START Given information

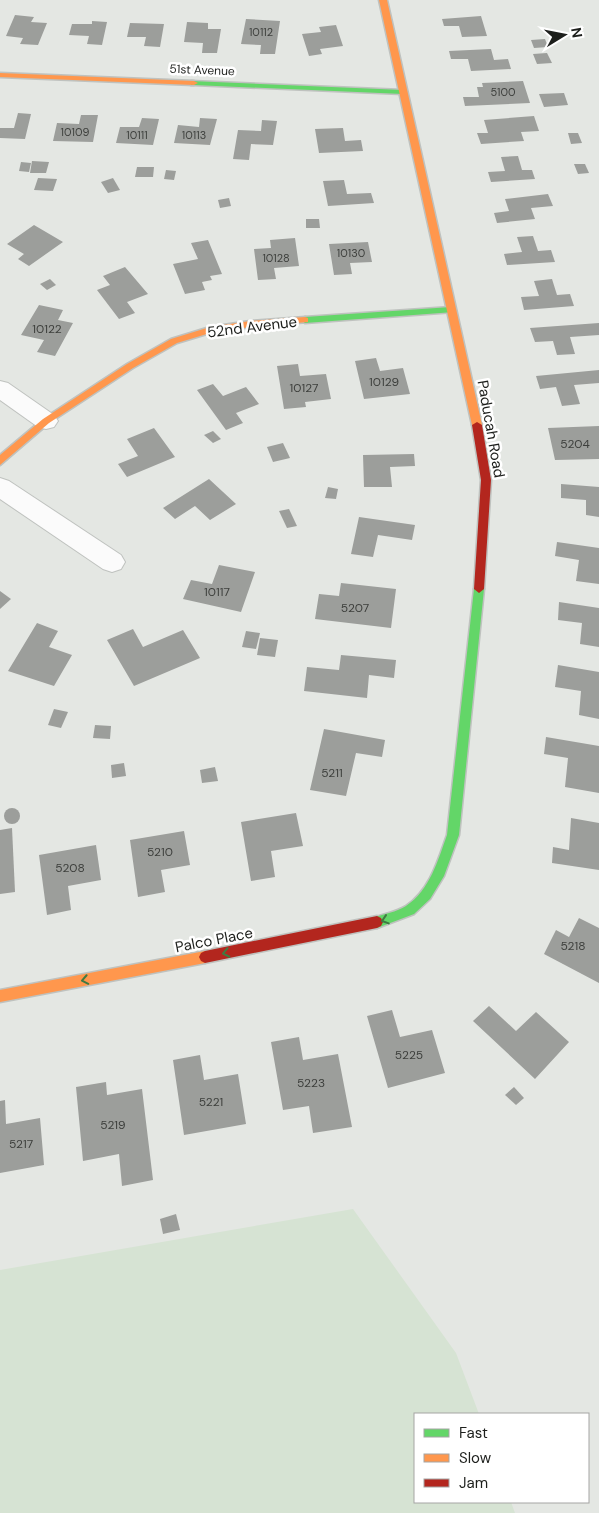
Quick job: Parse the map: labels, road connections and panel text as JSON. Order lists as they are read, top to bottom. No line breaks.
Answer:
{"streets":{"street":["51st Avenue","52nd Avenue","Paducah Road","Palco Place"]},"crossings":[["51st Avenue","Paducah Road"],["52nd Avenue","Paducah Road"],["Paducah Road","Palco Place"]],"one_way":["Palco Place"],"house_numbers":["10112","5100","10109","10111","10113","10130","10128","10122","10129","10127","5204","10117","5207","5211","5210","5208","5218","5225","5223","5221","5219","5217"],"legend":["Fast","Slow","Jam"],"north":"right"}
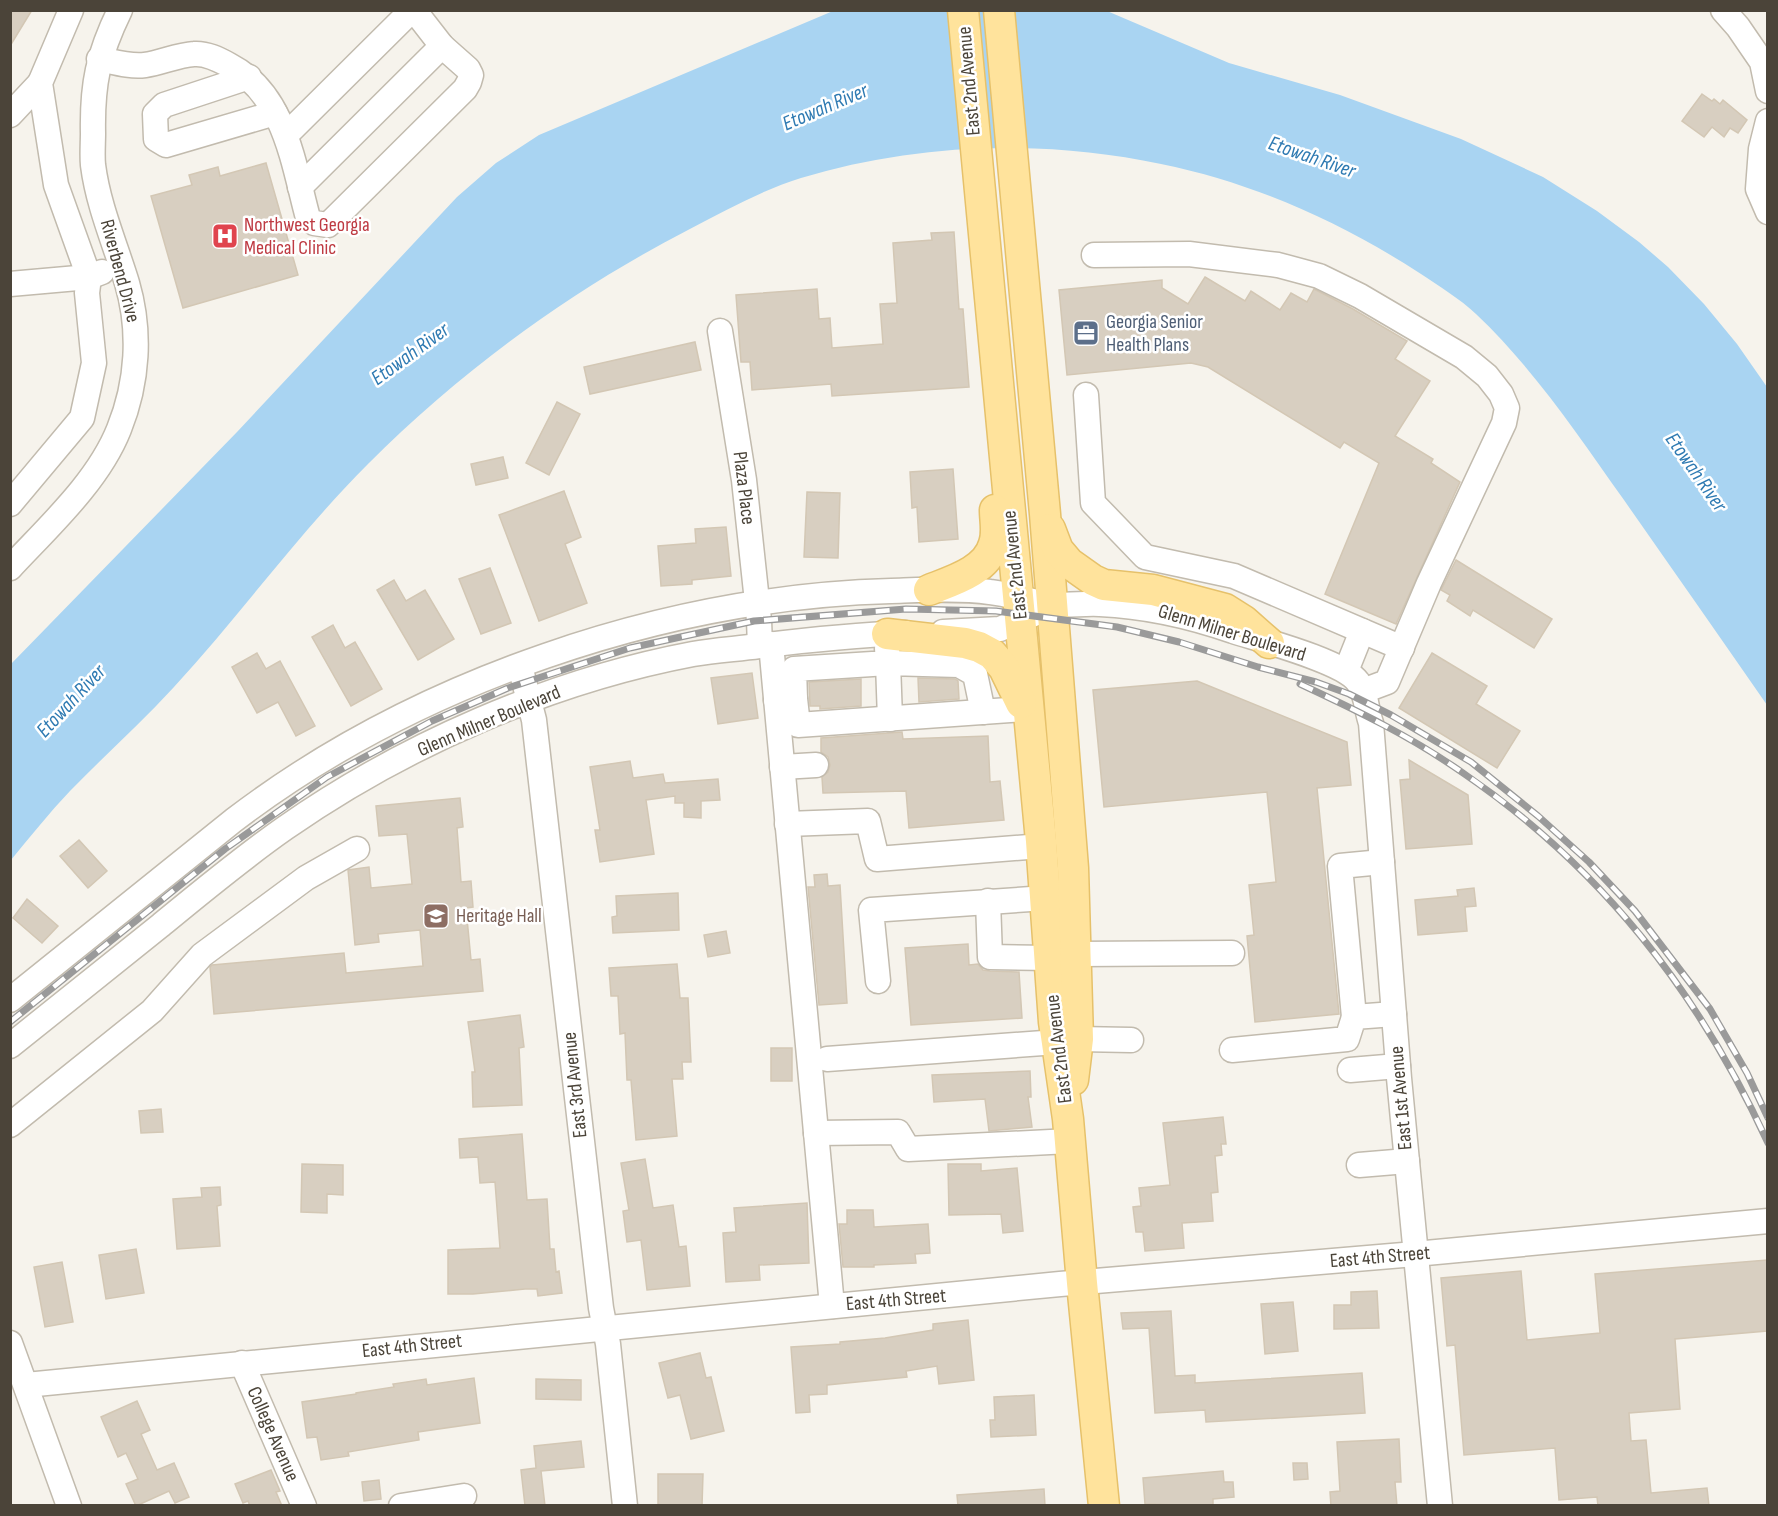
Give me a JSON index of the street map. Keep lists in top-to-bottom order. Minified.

END Given information

** Exercise instructions **
Transcribe all lines above exactly, skipping pictures.

** Expected answer **
Quick job: Parse the map: labels, road connections and panel text as JSON. Order lists as they are read, top to bottom. No line breaks.
Answer:
{"streets":{"street":["51st Avenue","52nd Avenue","Paducah Road","Palco Place"]},"crossings":[["51st Avenue","Paducah Road"],["52nd Avenue","Paducah Road"],["Paducah Road","Palco Place"]],"one_way":["Palco Place"],"house_numbers":["10112","5100","10109","10111","10113","10130","10128","10122","10129","10127","5204","10117","5207","5211","5210","5208","5218","5225","5223","5221","5219","5217"],"legend":["Fast","Slow","Jam"],"north":"right"}
Give me a JSON index of the street map. Keep lists in top-to-bottom order. Minified.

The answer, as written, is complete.